Leandro Mitidieri analisa conflitos entre política ambiental e direitos de povos tradicionais

Livro discute racismo ambiental e justiça social, temas recorrentes na atuação do MPF na Região dos Lagos

Livro discute racismo ambiental e justiça social, temas recorrentes na atuação do MPF na Região dos Lagos

O procurador do Ministério Público Federal, Leandro Mitidieri apresenta, no livro Meio Ambiente e Povos Tradicionais – O Contrato Tradicional, uma análise crítica sobre os conflitos entre políticas ambientais, direitos de povos e comunidades tradicionais e as estruturas institucionais que orientam a atuação do Estado. A obra, publicada pela Editora Processo, propõe uma reflexão sobre como iniciativas voltadas à proteção do meio ambiente podem, em determinados contextos, produzir exclusões sociais quando desconsideram a participação das populações diretamente afetadas.

Ao longo de 434 páginas, o autor parte da discussão sobre a autodefinição de comunidades como “tradicionais” e “protetoras da natureza” e a efetiva concretização dos direitos que lhes são reconhecidos formalmente. Nesse percurso, Mitidieri aborda o racismo ambiental como elemento estruturante dessas contradições e defende a adoção de critérios de justiça social para avaliar políticas públicas ambientais, observando se elas promovem inclusão ou reforçam desigualdades históricas.

A obra também examina conflitos socioambientais e divergências internas no campo dos povos tradicionais, destacando disputas em torno do território, do uso dos recursos naturais e dos mecanismos institucionais de participação.

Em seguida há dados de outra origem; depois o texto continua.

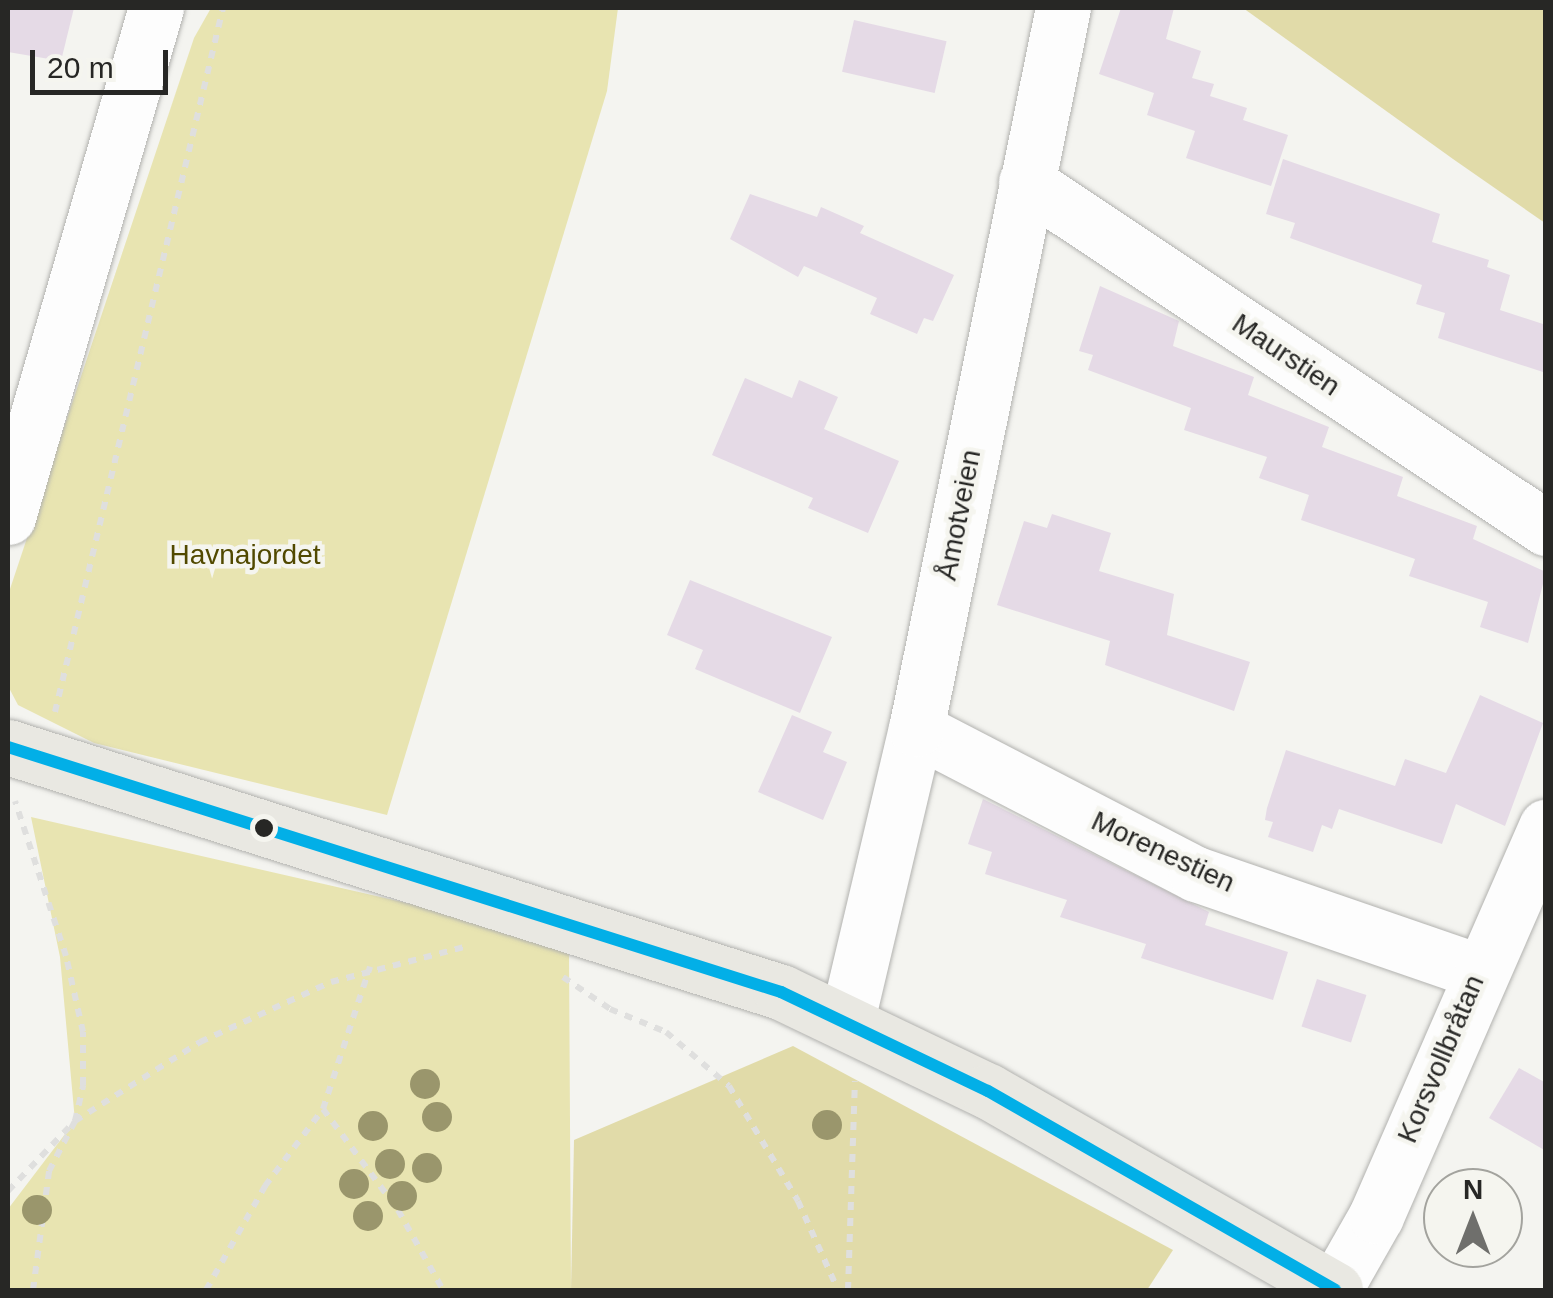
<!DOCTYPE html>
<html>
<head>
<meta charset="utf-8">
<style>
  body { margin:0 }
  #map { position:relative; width:1553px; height:1298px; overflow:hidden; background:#f4f4f0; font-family:Arial,sans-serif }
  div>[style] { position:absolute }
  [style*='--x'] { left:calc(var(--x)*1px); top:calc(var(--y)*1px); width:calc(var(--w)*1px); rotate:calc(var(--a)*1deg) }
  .green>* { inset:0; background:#e8e4b1 }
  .forest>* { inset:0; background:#e1dba9 }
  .building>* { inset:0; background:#e5dae6; transform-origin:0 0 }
  .path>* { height:6px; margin-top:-3px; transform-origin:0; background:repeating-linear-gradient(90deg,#dfdfde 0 8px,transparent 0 16px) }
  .roads { filter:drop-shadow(0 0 2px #b2b2af) drop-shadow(0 0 2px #b2b2af) }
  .minor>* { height:55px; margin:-27.5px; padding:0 27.5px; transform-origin:27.5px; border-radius:27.5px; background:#fdfdfd }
  .major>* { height:55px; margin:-27.5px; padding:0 27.5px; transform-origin:27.5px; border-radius:27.5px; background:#e9e8e2 }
  .bus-1>* { height:12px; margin:-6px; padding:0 6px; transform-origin:6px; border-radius:6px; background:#02afe7 }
  .trees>* { width:30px; height:30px; margin:-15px; border-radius:50%; background:#9a966c }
  .dots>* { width:28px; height:28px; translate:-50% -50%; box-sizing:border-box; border:5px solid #f5f5ef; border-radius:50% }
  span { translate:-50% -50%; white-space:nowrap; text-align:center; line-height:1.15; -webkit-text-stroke:9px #f5f5ef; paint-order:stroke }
  .street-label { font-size:28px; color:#272725 }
  .park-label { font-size:28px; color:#514900 }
  .frame { position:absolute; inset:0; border:10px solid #272725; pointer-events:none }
  .north { position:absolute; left:1423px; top:1168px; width:100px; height:100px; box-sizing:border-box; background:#f5f5ef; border:2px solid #a3a39e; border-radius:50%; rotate:0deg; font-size:28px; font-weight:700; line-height:40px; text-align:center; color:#272725 }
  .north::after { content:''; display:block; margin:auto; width:35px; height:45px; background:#6f6f6c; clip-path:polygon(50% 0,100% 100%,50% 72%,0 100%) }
  .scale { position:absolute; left:30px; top:50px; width:138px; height:45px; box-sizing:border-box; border:5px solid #272725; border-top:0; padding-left:12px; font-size:30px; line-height:35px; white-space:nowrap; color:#272725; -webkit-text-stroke:8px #f5f5ef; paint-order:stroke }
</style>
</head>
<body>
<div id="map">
  <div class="green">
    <div style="clip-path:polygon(211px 8px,618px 8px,607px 91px,387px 815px,94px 743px,18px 705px,8px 686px,8px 595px,194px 38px)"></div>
    <div style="clip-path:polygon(31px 817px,468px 917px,569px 953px,571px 1290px,8px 1290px,8px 1209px,75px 1121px,60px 957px)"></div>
  </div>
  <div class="forest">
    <div style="clip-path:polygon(1243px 8px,1545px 8px,1545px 223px,1453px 159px)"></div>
    <div style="clip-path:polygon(793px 1046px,1173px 1250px,1147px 1290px,571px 1290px,574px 1140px)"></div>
  </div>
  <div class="building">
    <div style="clip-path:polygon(8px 8px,74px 8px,61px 61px,8px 52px)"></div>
    <div style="clip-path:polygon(1121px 8px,1174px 8px,1166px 39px,1201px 51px,1192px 78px,1214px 84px,1210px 96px,1247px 108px,1243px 120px,1288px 135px,1271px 186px,1186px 158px,1195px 131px,1147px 115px,1154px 93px,1099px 74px)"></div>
    <div style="left:854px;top:20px;width:95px;height:53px;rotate:13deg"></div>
    <div style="clip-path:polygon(1283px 159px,1440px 214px,1432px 242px,1489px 260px,1487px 267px,1510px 275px,1500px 310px,1546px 325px,1546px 373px,1438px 338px,1445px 313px,1416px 304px,1422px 285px,1290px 238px,1295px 223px,1266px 214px)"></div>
    <div style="clip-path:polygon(750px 194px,817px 217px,821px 207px,864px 226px,860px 233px,954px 275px,933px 321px,924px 318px,917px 334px,870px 314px,877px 298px,804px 266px,798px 277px,730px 239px)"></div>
    <div style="clip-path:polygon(1100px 286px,1179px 321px,1173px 346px,1254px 377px,1248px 395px,1329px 427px,1322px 447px,1403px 477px,1397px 496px,1477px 526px,1473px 539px,1546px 572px,1528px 643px,1480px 627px,1488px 602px,1409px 576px,1415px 559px,1301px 520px,1309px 495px,1259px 478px,1267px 457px,1184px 430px,1191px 408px,1088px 370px,1093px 355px,1079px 351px)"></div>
    <div style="clip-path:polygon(745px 378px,792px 398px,799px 380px,838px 397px,824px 429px,899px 461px,868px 533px,808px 508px,813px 498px,712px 455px)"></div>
    <div style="clip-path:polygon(1052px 514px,1111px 533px,1099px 571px,1174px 594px,1167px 635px,1250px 662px,1234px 711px,1105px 665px,1110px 641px,997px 605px,1024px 521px,1047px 528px)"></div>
    <div style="clip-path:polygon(690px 580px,832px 637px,800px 713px,695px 669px,703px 650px,667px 635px)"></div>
    <div style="clip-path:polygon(1480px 695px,1543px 723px,1505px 826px,1456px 804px,1442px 844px,1339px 809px,1332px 829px,1322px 825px,1313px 852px,1268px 837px,1273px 822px,1265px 820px,1267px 808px,1286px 750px,1395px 786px,1405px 759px,1446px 773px)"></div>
    <div style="clip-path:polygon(792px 715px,832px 732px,823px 752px,847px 762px,823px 820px,758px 792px)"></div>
    <div style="clip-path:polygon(983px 799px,1209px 912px,1205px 925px,1288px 952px,1273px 1000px,1141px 958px,1146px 944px,1060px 917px,1067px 900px,985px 874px,992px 852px,968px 844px)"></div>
    <div style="left:1317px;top:979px;width:52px;height:50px;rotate:18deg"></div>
    <div style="clip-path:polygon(1519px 1068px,1546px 1083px,1546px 1151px,1489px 1118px)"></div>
  </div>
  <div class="path">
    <div style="--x:55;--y:712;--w:724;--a:-76.58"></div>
    <div style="--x:563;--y:977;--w:57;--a:34.2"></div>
    <div style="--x:610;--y:1009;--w:61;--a:22.3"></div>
    <div style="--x:666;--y:1032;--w:83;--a:40.6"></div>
    <div style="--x:729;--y:1086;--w:134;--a:59"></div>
    <div style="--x:798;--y:1201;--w:98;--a:65.8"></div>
    <div style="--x:323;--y:1109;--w:126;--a:53.4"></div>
    <div style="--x:398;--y:1210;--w:92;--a:60.6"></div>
    <div style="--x:8;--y:1191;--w:97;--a:-46.3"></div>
    <div style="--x:75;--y:1121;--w:37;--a:-77"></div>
    <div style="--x:83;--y:1085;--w:53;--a:-90"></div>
    <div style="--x:83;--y:1032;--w:78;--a:-102.6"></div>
    <div style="--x:66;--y:956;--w:163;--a:-108.2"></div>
    <div style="--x:33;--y:1290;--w:120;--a:-82.3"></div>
    <div style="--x:49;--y:1171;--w:56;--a:-62.5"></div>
    <div style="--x:75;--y:1121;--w:148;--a:-32.3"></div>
    <div style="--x:200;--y:1042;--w:144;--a:-24.6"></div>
    <div style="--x:331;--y:982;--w:142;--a:-14.7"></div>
    <div style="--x:206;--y:1290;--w:120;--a:-60.4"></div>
    <div style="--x:265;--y:1186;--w:96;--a:-53"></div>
    <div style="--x:323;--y:1109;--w:150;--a:-71.7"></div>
    <div style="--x:848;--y:1290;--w:209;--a:-88.1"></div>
  </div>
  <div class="roads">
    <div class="minor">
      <div style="--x:1026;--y:182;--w:625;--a:33.64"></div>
      <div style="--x:8;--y:517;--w:530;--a:-73.79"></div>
      <div style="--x:916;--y:729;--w:315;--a:27.4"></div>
      <div style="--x:1196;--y:874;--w:297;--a:19"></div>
      <div style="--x:847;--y:1020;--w:299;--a:-76.7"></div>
      <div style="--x:916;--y:729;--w:736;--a:-78.48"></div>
      <div style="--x:1334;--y:1290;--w:85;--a:-60.4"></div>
      <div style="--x:1376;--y:1216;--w:425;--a:-66.4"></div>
    </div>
    <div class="major">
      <div style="--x:8;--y:747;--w:811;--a:17.59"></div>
      <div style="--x:781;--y:992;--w:229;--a:25.6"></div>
      <div style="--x:988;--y:1091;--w:400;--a:29.8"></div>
    </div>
  </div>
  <div class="bus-1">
    <div style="--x:8;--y:747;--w:811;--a:17.59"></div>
    <div style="--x:781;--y:992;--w:229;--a:25.6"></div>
    <div style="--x:988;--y:1091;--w:400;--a:29.8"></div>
  </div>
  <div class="trees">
    <div style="left:425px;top:1084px"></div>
    <div style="left:437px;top:1117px"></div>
    <div style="left:827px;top:1125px"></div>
    <div style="left:373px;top:1126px"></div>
    <div style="left:390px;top:1164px"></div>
    <div style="left:427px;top:1168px"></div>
    <div style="left:354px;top:1184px"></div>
    <div style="left:402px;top:1196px"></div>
    <div style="left:37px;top:1210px"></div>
    <div style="left:368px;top:1216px"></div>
  </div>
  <div class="dots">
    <div style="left:264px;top:828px;background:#272725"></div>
  </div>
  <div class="street-label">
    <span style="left:1286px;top:355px;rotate:34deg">Maurstien</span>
    <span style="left:959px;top:515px;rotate:-79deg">Åmotveien</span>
    <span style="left:1163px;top:852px;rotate:25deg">Morenestien</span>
    <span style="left:1441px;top:1059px;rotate:-67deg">Korsvollbråtan</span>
  </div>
  <div class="park-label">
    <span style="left:245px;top:555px">Havnajordet</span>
  </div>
  <div class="frame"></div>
  <div class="north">N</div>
  <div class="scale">20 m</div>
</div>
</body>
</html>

O livro se dirige a povos e comunidades tradicionais, juristas, ambientalistas, pesquisadores das ciências sociais e leitores interessados nos debates contemporâneos sobre meio ambiente, direitos humanos e equidade.

Os temas tratados no livro dialogam com atuações recentes do Ministério Público Federal, especialmente na Região dos Lagos. No fim do ano passado, em Búzios, graças a atuação do procurador, o MPF recomendou a suspensão das obras do Mirante do Pai Vitório após apontar a ausência de consulta às comunidades tradicionais potencialmente afetadas, como a comunidade quilombola da Rasa e marisqueiras que utilizam a área há gerações. O órgão também destacou a falta de deliberação dos conselhos municipais de Meio Ambiente e dos conselhos gestores da Área de Proteção Ambiental (APA) do Mangue de Pedras e do Parque Estadual da Costa do Sol. A situação evidencia, na prática, questões centrais debatidas na obra, como a necessidade de participação social, consulta prévia e respeito às instâncias de gestão ambiental previstas na legislação.

A análise proposta por Mitidieri aponta que a proteção ambiental não pode ser dissociada dos impactos sociais produzidos sobre populações historicamente vulnerabilizadas.

Lançamento acontece em Niterói

O livro será lançado na próxima sexta-feira (06), em Niterói, durante evento a partir das 18h30 na livraria Schofer Books, no bairro de Icaraí.

Além de procurador da República, Leandro Mitidieri é professor da Escola Superior do Ministério Público da União (ESMPU), ex-professor da Universidade Federal Fluminense (UFF), doutor em Sociologia e Direito, além de mestre em Direito Constitucional pela UFF.